● **Exercise prompt**
From the entries below, retype only the lines from the one with "Please mark all" through the one with "Bounding boxes for", exactly as written.

● **Source records**
————————
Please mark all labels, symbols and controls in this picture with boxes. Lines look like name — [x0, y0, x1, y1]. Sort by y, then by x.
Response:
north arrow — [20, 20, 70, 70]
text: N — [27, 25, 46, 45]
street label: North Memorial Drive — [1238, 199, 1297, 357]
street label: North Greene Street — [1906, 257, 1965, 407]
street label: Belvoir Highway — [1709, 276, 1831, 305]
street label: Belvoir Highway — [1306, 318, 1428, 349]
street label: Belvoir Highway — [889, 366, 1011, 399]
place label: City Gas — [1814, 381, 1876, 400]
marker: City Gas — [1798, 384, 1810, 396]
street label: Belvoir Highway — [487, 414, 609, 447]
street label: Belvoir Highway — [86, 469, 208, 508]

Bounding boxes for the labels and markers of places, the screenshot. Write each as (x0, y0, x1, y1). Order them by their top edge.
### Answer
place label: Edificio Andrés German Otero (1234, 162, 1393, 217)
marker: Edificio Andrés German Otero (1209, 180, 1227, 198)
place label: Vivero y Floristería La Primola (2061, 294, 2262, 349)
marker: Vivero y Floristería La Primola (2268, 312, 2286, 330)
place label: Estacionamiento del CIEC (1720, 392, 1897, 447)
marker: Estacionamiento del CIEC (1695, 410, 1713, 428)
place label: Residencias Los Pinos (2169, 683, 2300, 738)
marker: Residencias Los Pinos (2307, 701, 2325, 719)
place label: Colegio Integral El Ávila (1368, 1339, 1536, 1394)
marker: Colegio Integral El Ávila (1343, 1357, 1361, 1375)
————————
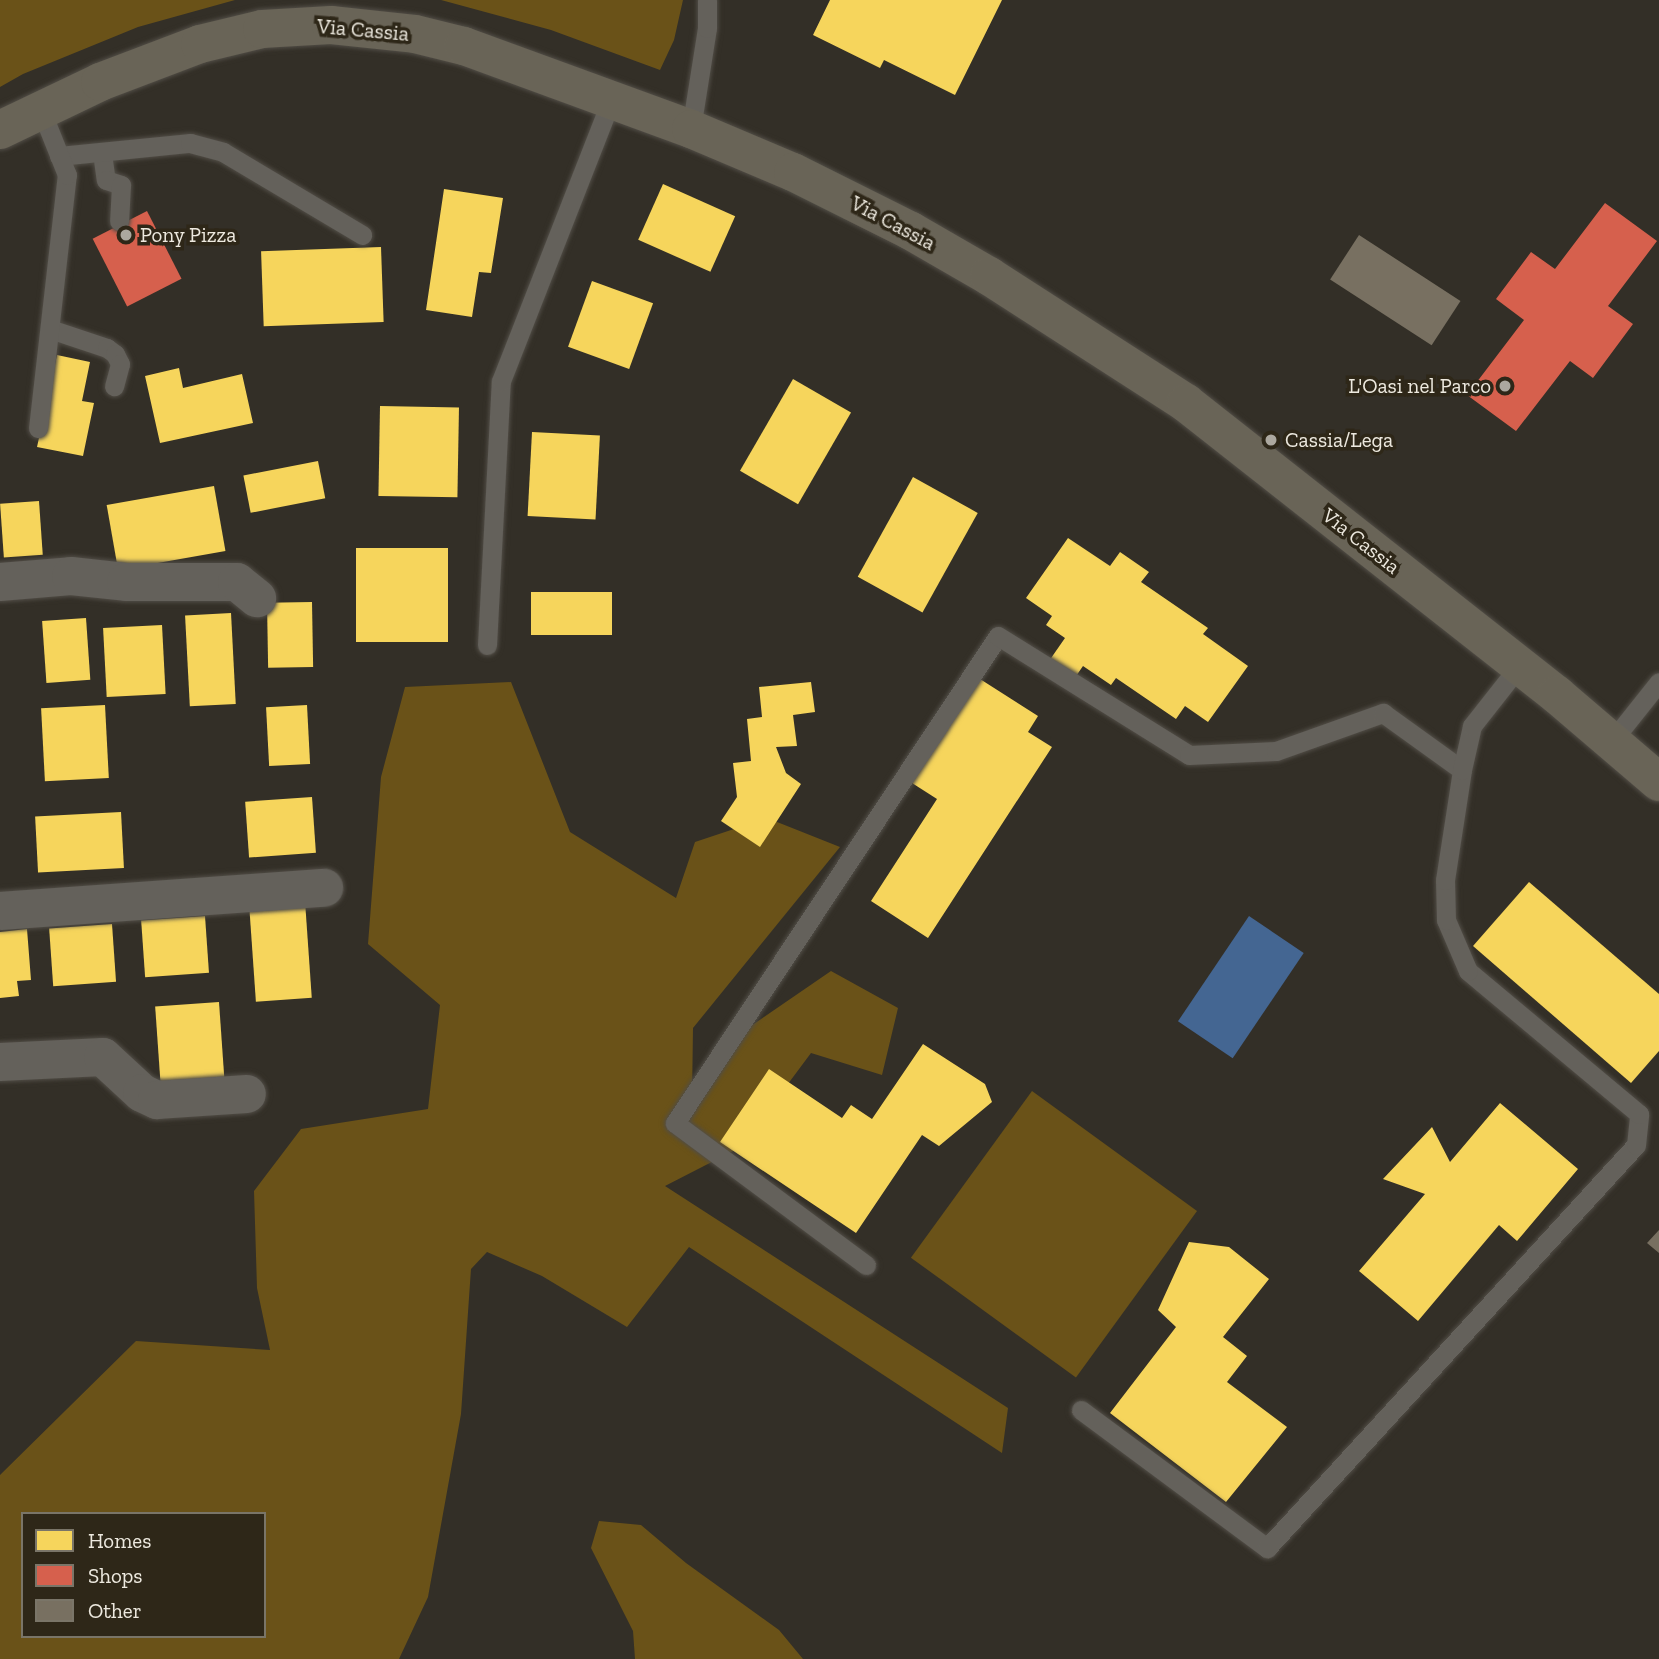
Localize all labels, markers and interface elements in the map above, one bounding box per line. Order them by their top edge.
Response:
————————
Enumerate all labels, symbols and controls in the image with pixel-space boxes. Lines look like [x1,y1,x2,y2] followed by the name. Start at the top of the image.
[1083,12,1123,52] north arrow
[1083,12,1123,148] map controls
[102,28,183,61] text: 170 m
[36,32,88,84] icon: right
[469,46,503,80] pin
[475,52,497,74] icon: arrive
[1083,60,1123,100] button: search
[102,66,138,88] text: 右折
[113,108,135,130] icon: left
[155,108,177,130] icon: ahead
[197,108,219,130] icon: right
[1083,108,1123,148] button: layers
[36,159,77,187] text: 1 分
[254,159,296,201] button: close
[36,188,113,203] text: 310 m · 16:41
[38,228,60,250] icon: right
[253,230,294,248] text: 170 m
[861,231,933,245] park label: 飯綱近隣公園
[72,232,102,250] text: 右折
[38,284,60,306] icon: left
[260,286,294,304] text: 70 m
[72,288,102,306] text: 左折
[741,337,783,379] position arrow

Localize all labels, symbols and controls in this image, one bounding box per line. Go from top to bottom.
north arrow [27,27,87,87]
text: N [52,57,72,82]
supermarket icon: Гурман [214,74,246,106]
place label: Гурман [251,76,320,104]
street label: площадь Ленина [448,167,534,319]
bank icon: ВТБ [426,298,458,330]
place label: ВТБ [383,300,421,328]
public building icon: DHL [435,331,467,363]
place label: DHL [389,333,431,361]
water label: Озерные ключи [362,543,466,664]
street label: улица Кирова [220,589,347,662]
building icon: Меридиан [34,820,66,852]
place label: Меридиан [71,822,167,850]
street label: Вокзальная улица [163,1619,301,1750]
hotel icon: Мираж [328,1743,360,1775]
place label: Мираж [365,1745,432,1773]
————————
● **Written response**
Please mark all labels, symbols and controls in this picture with boxes. Lines look like name — [x0, y0, x1, y1]. Sort by y, then by x.
Response:
north arrow — [20, 20, 70, 70]
text: N — [27, 25, 46, 45]
street label: North Memorial Drive — [1238, 199, 1297, 357]
street label: North Greene Street — [1906, 257, 1965, 407]
street label: Belvoir Highway — [1709, 276, 1831, 305]
street label: Belvoir Highway — [1306, 318, 1428, 349]
street label: Belvoir Highway — [889, 366, 1011, 399]
place label: City Gas — [1814, 381, 1876, 400]
marker: City Gas — [1798, 384, 1810, 396]
street label: Belvoir Highway — [487, 414, 609, 447]
street label: Belvoir Highway — [86, 469, 208, 508]

Bounding boxes for the labels and markers of places, the screenshot. Write each as (x0, y0, x1, y1). Order them by their top edge.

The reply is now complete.